▶ Directions for this task: Give back all of the data verbatim.

>>>

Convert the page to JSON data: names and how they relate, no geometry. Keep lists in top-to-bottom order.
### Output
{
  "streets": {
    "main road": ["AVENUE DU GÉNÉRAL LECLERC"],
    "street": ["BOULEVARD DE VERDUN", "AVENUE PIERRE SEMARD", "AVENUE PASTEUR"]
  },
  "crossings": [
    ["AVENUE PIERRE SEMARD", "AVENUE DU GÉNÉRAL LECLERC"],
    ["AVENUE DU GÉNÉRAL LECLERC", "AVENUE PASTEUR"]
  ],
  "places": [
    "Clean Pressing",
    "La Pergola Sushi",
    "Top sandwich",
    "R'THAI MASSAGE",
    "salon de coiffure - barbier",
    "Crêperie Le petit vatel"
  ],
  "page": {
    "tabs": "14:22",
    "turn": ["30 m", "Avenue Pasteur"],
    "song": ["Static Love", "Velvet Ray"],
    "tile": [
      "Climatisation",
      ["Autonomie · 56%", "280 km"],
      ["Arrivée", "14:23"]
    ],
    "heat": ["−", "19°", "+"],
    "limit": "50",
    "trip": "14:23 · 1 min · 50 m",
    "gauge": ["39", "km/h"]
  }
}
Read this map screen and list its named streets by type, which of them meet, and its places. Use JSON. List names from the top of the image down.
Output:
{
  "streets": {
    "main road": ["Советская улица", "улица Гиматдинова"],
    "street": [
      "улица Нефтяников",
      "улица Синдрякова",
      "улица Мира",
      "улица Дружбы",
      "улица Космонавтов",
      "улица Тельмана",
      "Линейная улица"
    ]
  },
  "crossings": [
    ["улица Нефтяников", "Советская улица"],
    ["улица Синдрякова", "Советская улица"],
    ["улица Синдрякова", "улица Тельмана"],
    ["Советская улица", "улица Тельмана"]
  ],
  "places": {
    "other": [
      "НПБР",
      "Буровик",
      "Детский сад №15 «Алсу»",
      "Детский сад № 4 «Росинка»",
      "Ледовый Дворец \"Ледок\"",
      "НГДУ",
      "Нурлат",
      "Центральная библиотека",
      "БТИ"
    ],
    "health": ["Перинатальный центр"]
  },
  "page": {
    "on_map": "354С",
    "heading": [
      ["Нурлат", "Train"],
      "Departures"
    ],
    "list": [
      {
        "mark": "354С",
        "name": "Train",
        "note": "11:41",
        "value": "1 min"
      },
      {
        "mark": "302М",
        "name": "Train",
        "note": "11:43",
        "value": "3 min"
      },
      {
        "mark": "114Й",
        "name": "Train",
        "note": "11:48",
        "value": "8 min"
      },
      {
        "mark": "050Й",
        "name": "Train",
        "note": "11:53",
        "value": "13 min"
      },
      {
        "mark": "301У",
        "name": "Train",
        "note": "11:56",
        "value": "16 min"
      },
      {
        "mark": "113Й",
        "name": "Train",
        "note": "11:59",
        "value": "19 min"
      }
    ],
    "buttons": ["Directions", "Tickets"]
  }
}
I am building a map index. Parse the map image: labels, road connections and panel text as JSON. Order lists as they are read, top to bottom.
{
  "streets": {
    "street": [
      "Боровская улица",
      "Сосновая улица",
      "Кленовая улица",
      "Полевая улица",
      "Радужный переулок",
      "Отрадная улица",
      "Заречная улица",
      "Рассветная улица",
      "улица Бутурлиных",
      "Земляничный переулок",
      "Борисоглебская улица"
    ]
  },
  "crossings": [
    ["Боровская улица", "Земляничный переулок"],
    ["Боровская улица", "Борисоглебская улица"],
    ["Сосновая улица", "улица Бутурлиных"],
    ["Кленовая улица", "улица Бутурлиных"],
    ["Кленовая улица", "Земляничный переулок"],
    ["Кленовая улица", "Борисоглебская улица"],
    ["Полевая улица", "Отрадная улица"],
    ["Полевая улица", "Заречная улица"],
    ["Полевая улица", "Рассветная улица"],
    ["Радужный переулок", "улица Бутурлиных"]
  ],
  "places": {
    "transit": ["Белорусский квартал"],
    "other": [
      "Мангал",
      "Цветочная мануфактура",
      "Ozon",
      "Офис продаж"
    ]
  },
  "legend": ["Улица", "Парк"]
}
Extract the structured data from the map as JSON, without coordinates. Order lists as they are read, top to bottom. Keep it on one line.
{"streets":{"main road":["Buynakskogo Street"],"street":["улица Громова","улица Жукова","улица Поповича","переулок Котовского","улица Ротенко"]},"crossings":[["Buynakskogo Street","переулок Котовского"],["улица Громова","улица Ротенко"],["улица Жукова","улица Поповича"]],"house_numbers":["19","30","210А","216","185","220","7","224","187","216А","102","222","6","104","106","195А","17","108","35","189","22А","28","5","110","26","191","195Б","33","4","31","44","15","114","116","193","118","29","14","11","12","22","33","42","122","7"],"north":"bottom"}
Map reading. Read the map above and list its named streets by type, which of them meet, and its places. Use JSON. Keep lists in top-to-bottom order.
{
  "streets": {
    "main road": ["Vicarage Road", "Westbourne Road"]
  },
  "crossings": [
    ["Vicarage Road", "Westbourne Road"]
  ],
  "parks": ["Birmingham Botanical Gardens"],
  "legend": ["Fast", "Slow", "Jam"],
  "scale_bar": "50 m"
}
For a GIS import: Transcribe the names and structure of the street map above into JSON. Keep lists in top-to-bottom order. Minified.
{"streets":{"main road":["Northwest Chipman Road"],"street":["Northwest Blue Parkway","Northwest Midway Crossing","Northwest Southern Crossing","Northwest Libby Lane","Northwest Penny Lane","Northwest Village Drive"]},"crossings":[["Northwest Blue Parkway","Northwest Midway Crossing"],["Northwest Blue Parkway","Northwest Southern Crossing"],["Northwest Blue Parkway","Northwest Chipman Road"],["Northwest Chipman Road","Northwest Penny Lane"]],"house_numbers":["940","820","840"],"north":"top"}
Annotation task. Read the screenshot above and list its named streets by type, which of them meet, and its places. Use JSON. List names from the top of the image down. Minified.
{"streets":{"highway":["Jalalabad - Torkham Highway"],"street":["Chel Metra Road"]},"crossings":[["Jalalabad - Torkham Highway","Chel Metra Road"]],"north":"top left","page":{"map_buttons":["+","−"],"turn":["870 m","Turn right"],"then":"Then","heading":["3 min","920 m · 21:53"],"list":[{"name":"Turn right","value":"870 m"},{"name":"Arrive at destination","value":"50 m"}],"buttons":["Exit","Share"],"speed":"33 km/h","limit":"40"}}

<<<

▶ Reply:
Convert the page to JSON data: names and how they relate, no geometry. Keep lists in top-to-bottom order.
### Output
{
  "streets": {
    "main road": ["AVENUE DU GÉNÉRAL LECLERC"],
    "street": ["BOULEVARD DE VERDUN", "AVENUE PIERRE SEMARD", "AVENUE PASTEUR"]
  },
  "crossings": [
    ["AVENUE PIERRE SEMARD", "AVENUE DU GÉNÉRAL LECLERC"],
    ["AVENUE DU GÉNÉRAL LECLERC", "AVENUE PASTEUR"]
  ],
  "places": [
    "Clean Pressing",
    "La Pergola Sushi",
    "Top sandwich",
    "R'THAI MASSAGE",
    "salon de coiffure - barbier",
    "Crêperie Le petit vatel"
  ],
  "page": {
    "tabs": "14:22",
    "turn": ["30 m", "Avenue Pasteur"],
    "song": ["Static Love", "Velvet Ray"],
    "tile": [
      "Climatisation",
      ["Autonomie · 56%", "280 km"],
      ["Arrivée", "14:23"]
    ],
    "heat": ["−", "19°", "+"],
    "limit": "50",
    "trip": "14:23 · 1 min · 50 m",
    "gauge": ["39", "km/h"]
  }
}
Read this map screen and list its named streets by type, which of them meet, and its places. Use JSON. List names from the top of the image down.
Output:
{
  "streets": {
    "main road": ["Советская улица", "улица Гиматдинова"],
    "street": [
      "улица Нефтяников",
      "улица Синдрякова",
      "улица Мира",
      "улица Дружбы",
      "улица Космонавтов",
      "улица Тельмана",
      "Линейная улица"
    ]
  },
  "crossings": [
    ["улица Нефтяников", "Советская улица"],
    ["улица Синдрякова", "Советская улица"],
    ["улица Синдрякова", "улица Тельмана"],
    ["Советская улица", "улица Тельмана"]
  ],
  "places": {
    "other": [
      "НПБР",
      "Буровик",
      "Детский сад №15 «Алсу»",
      "Детский сад № 4 «Росинка»",
      "Ледовый Дворец \"Ледок\"",
      "НГДУ",
      "Нурлат",
      "Центральная библиотека",
      "БТИ"
    ],
    "health": ["Перинатальный центр"]
  },
  "page": {
    "on_map": "354С",
    "heading": [
      ["Нурлат", "Train"],
      "Departures"
    ],
    "list": [
      {
        "mark": "354С",
        "name": "Train",
        "note": "11:41",
        "value": "1 min"
      },
      {
        "mark": "302М",
        "name": "Train",
        "note": "11:43",
        "value": "3 min"
      },
      {
        "mark": "114Й",
        "name": "Train",
        "note": "11:48",
        "value": "8 min"
      },
      {
        "mark": "050Й",
        "name": "Train",
        "note": "11:53",
        "value": "13 min"
      },
      {
        "mark": "301У",
        "name": "Train",
        "note": "11:56",
        "value": "16 min"
      },
      {
        "mark": "113Й",
        "name": "Train",
        "note": "11:59",
        "value": "19 min"
      }
    ],
    "buttons": ["Directions", "Tickets"]
  }
}
I am building a map index. Parse the map image: labels, road connections and panel text as JSON. Order lists as they are read, top to bottom.
{
  "streets": {
    "street": [
      "Боровская улица",
      "Сосновая улица",
      "Кленовая улица",
      "Полевая улица",
      "Радужный переулок",
      "Отрадная улица",
      "Заречная улица",
      "Рассветная улица",
      "улица Бутурлиных",
      "Земляничный переулок",
      "Борисоглебская улица"
    ]
  },
  "crossings": [
    ["Боровская улица", "Земляничный переулок"],
    ["Боровская улица", "Борисоглебская улица"],
    ["Сосновая улица", "улица Бутурлиных"],
    ["Кленовая улица", "улица Бутурлиных"],
    ["Кленовая улица", "Земляничный переулок"],
    ["Кленовая улица", "Борисоглебская улица"],
    ["Полевая улица", "Отрадная улица"],
    ["Полевая улица", "Заречная улица"],
    ["Полевая улица", "Рассветная улица"],
    ["Радужный переулок", "улица Бутурлиных"]
  ],
  "places": {
    "transit": ["Белорусский квартал"],
    "other": [
      "Мангал",
      "Цветочная мануфактура",
      "Ozon",
      "Офис продаж"
    ]
  },
  "legend": ["Улица", "Парк"]
}
Extract the structured data from the map as JSON, without coordinates. Order lists as they are read, top to bottom. Keep it on one line.
{"streets":{"main road":["Buynakskogo Street"],"street":["улица Громова","улица Жукова","улица Поповича","переулок Котовского","улица Ротенко"]},"crossings":[["Buynakskogo Street","переулок Котовского"],["улица Громова","улица Ротенко"],["улица Жукова","улица Поповича"]],"house_numbers":["19","30","210А","216","185","220","7","224","187","216А","102","222","6","104","106","195А","17","108","35","189","22А","28","5","110","26","191","195Б","33","4","31","44","15","114","116","193","118","29","14","11","12","22","33","42","122","7"],"north":"bottom"}
Map reading. Read the map above and list its named streets by type, which of them meet, and its places. Use JSON. Keep lists in top-to-bottom order.
{
  "streets": {
    "main road": ["Vicarage Road", "Westbourne Road"]
  },
  "crossings": [
    ["Vicarage Road", "Westbourne Road"]
  ],
  "parks": ["Birmingham Botanical Gardens"],
  "legend": ["Fast", "Slow", "Jam"],
  "scale_bar": "50 m"
}
For a GIS import: Transcribe the names and structure of the street map above into JSON. Keep lists in top-to-bottom order. Minified.
{"streets":{"main road":["Northwest Chipman Road"],"street":["Northwest Blue Parkway","Northwest Midway Crossing","Northwest Southern Crossing","Northwest Libby Lane","Northwest Penny Lane","Northwest Village Drive"]},"crossings":[["Northwest Blue Parkway","Northwest Midway Crossing"],["Northwest Blue Parkway","Northwest Southern Crossing"],["Northwest Blue Parkway","Northwest Chipman Road"],["Northwest Chipman Road","Northwest Penny Lane"]],"house_numbers":["940","820","840"],"north":"top"}
Annotation task. Read the screenshot above and list its named streets by type, which of them meet, and its places. Use JSON. List names from the top of the image down. Minified.
{"streets":{"highway":["Jalalabad - Torkham Highway"],"street":["Chel Metra Road"]},"crossings":[["Jalalabad - Torkham Highway","Chel Metra Road"]],"north":"top left","page":{"map_buttons":["+","−"],"turn":["870 m","Turn right"],"then":"Then","heading":["3 min","920 m · 21:53"],"list":[{"name":"Turn right","value":"870 m"},{"name":"Arrive at destination","value":"50 m"}],"buttons":["Exit","Share"],"speed":"33 km/h","limit":"40"}}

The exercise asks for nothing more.